Most Entertaining Match So Far

had to be Federer’s match with Suzuki, and although the Japanese player is only 5’8″, he put on display a game style other players should think about adopting if they want to make inroads on Roger’s winning ways. He came out serving very aggressively and effectively, rushing the net repeatedly. I think Roger was a bit taken aback…at least until the magical game eight, when he shifted into the high gear, got the break and served out the first set.

The style that can beat Roger, in other words, is basic old serve and volley. Too bad hardly anyone is playing it today, and the most likely candidate – Tim Henman – has had good success against Federer, at least up until last year, when Roger gained the upper hand.

The rest of the match was an amazing display of Roger, Roger, more Roger. Yes, I suppose there’s really nothing more to do…other than walk off the court when the guy hits the around the post shot barely six inches off the ground!

Still, the crowd loved and really appreciated Suzuki’s effort and gung-ho style of play, and I just want to know how a guy can be ranked in the 300 range on the tour and play as well as he did…for at least a good portion of the first set, against the world’s best player.

Role Reversal

Used to be the men’s game was the thrilling game, a number of guys could beat each other on any given day to take a title. Then a guy named Roger Federer came along, and even though Brad Gilbert thinks the four top guys can win it (Federer, Roddick, Hewitt, Safin) along with Andre (#8), it seems Roger is the one who will most inevitably rise to the surface at the end of the day.
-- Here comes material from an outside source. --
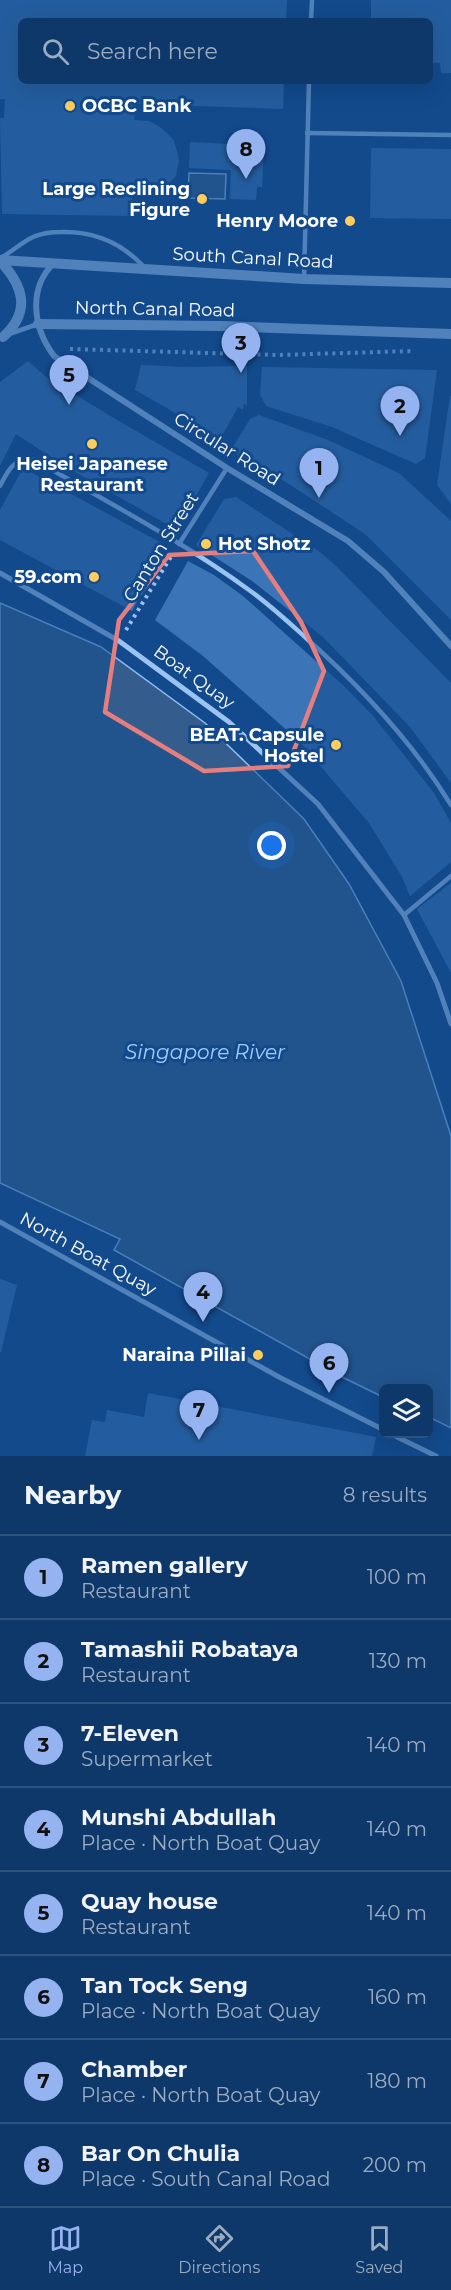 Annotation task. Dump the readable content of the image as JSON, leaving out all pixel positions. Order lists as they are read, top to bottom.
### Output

Not so the women, although it seems only a brief while ago when Serena and Venus were exchanging titles amongst themselves. Now there are a handful of Russians, along with a rejuvenated Lindsay Davenport, and the always powerful Amelie Mauresmo, who can keep Serena and Venus company.
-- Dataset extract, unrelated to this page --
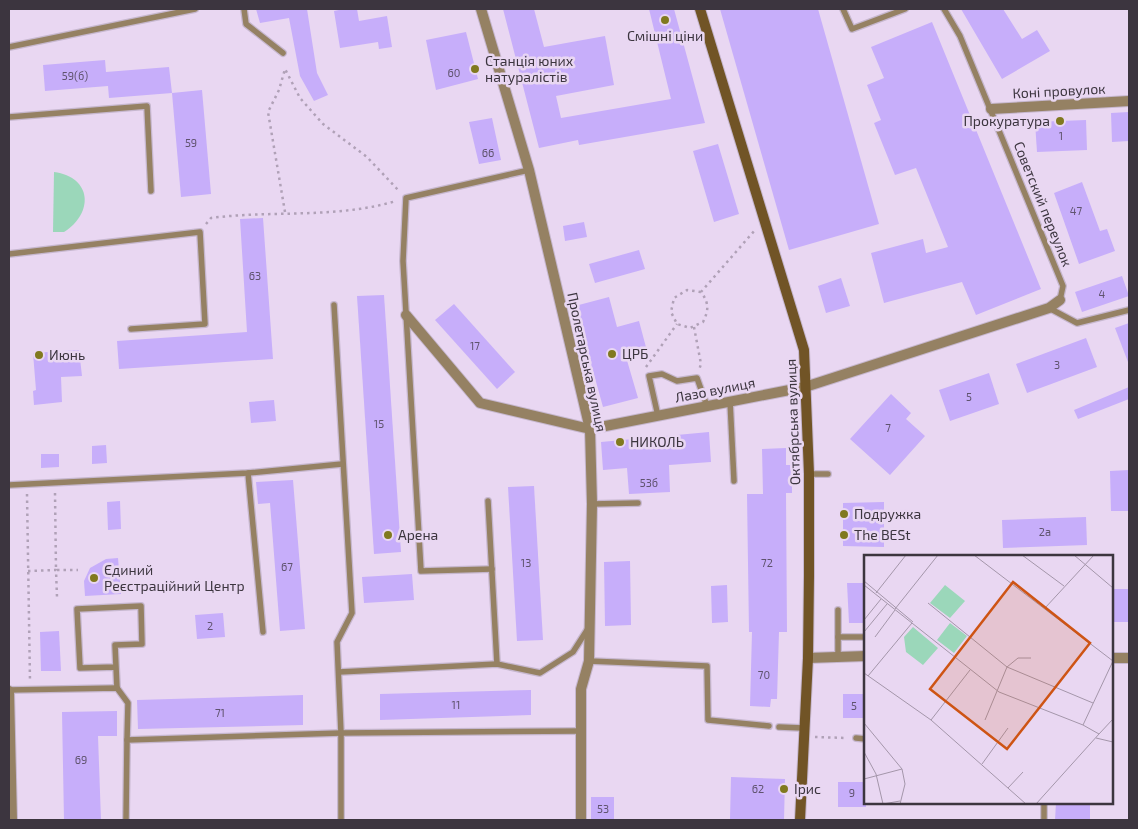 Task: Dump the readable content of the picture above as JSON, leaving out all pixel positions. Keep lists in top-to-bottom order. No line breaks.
{"streets":{"main road":["Октябрська вулиця"],"street":["Коні провулок","Пролетарська вулиця","Лазо вулиця"],"lane":["Советский переулок"]},"crossings":[["Коні провулок","Советский переулок"],["Советский переулок","Лазо вулиця"],["Пролетарська вулиця","Лазо вулиця"],["Лазо вулиця","Октябрська вулиця"]],"places":["Смішні ціни","Станція юних натуралістів","Прокуратура","ЦРБ","Июнь","НИКОЛЬ","Подружка","Арена","The BESt","Єдиний Реєстраційний Центр","Ірис"],"house_numbers":["60","59(б)","1","59","66","47","63","4","17","3","5","15","7","53б","2а","13","72","67","2","70","11","5","71","69","62","9","53"]}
If last year’s slam record for the women is any indication, the trophy wealth will be spread around, with a different woman winning each slam. A great deal for the women’s game!
Although Mary Carillo made the interesting comment that the Williams sisters would dominate again, if they can get their serves back to where they once were.
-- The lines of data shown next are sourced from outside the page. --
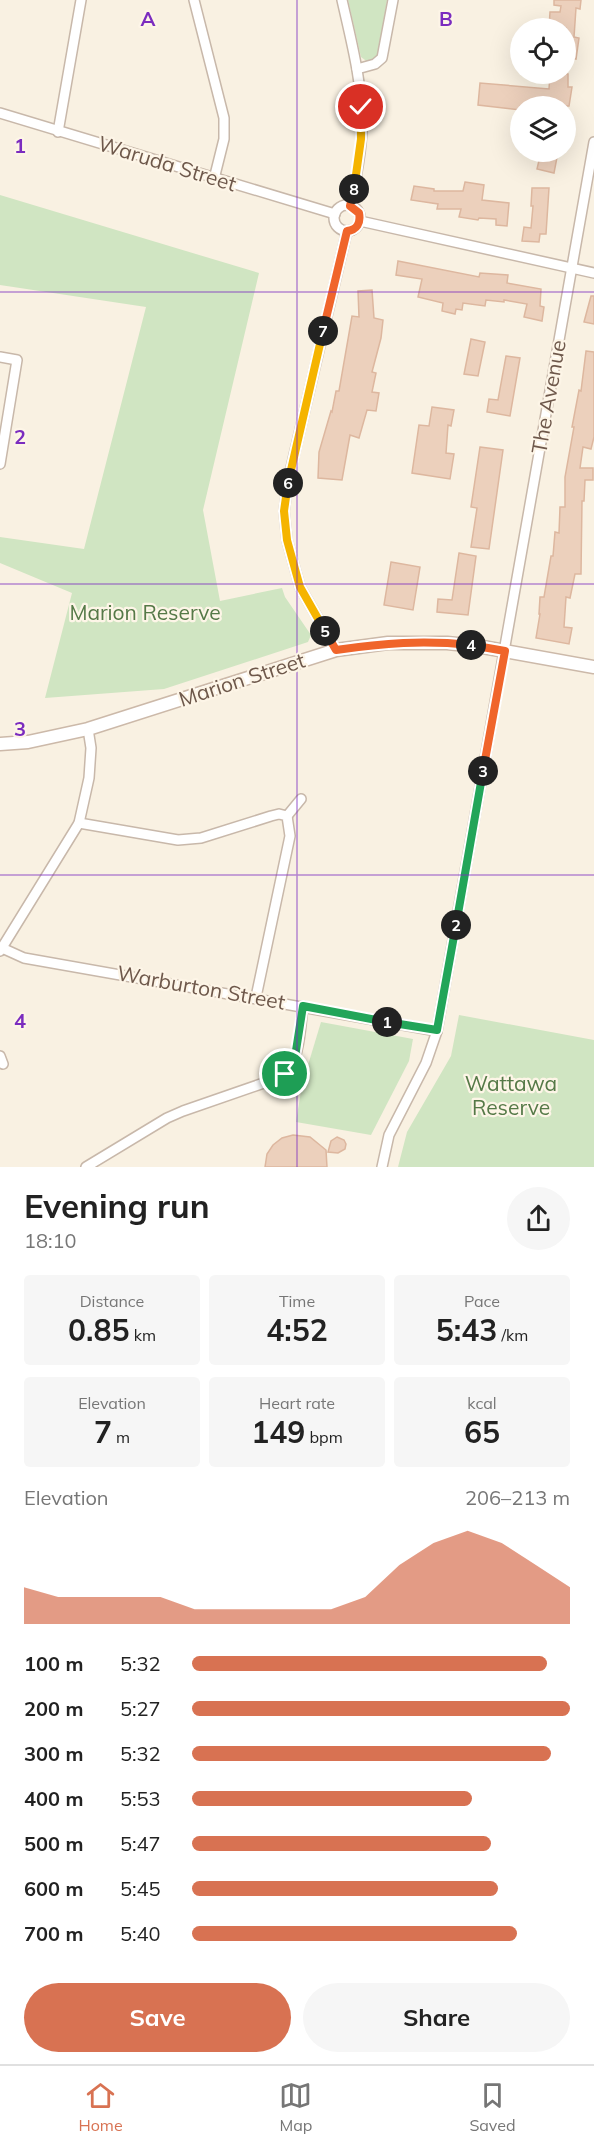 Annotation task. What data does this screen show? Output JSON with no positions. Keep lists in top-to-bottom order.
{
  "streets": {
    "main road": ["Marion Street"],
    "street": ["Waruda Street", "The Avenue", "Warburton Street"]
  },
  "crossings": [
    ["The Avenue", "Marion Street"],
    ["The Avenue", "Warburton Street"]
  ],
  "parks": ["Marion Reserve", "Wattawa Reserve"],
  "page": {
    "pins": [
      "8",
      "7",
      "6",
      "5",
      "4",
      "3",
      "2",
      "1"
    ],
    "heading": ["Evening run", "18:10"],
    "stats": [
      ["Distance", "0.85 km"],
      ["Time", "4:52"],
      ["Pace", "5:43 /km"],
      ["Elevation", "7 m"],
      ["Heart rate", "149 bpm"],
      ["kcal", "65"]
    ],
    "chart": ["Elevation", "206–213 m"],
    "list": [
      {
        "name": "100 m",
        "note": "5:32"
      },
      {
        "name": "200 m",
        "note": "5:27"
      },
      {
        "name": "300 m",
        "note": "5:32"
      },
      {
        "name": "400 m",
        "note": "5:53"
      },
      {
        "name": "500 m",
        "note": "5:47"
      },
      {
        "name": "600 m",
        "note": "5:45"
      },
      {
        "name": "700 m",
        "note": "5:40"
      }
    ],
    "buttons": ["Save", "Share"],
    "tabs": ["Home", "Map", "Saved"]
  },
  "grid": {
    "columns": ["A", "B"],
    "rows": [
      "1",
      "2",
      "3",
      "4"
    ]
  }
}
Hopefully the men can get it going too. Much as I love to watch Roger Federer play and win matches, tennis will be better served if he has a pack of howling guys nipping at his heels.

notes from down under: Aussie Open 2005

Starting this week, writer Pat Davis is joining Tennis Diary to cover the grand slams and weigh in as only she can on everything from technique to high style in the tennis world:

I was going to write about the oddity of both #1 and #2 male players being without coaches, when lo and behold, Roger and Andy both went out and got hitched, so to speak.

This happens over the holidays, the normal time when tennis players get married, get hitched, have babies, fire their coaches, replace their boyfriends/girlfriends. Hopefully, they also rest their overworked bods, in the only time of the year when they get what is called, a “rest.”

Andy gets Dean Goldfine. Hhmmm. I have to think about that. What made Andy reach his end, rather suddenly it seemed, with Brad Gilbert? Maybe the lad is restless, I thought. Andy believed he should have performed better at the close of last year; he didn’t, so he took it out on his coach. Andy wants to do better, but doing better means he has to climb over Roger Federer, and that he did not manage to do by year’s end.

Roger makes out perhaps better, with the laconic sardonic Tony the Roche. If nothing else, Roger will learn a few more cuss words, the Aussies are good at that. But only part-time. Tony is an old curmudgeon, and realizes he Does Not Travel Well.

Brad Gilbert, on the other hand, is Pupil-Less. He may enjoy it, given his quip about being “the Fired Coach, moving into the ESPN commentator’s booth.” He actually said the F word, “fired.” I went back and replayed my tape.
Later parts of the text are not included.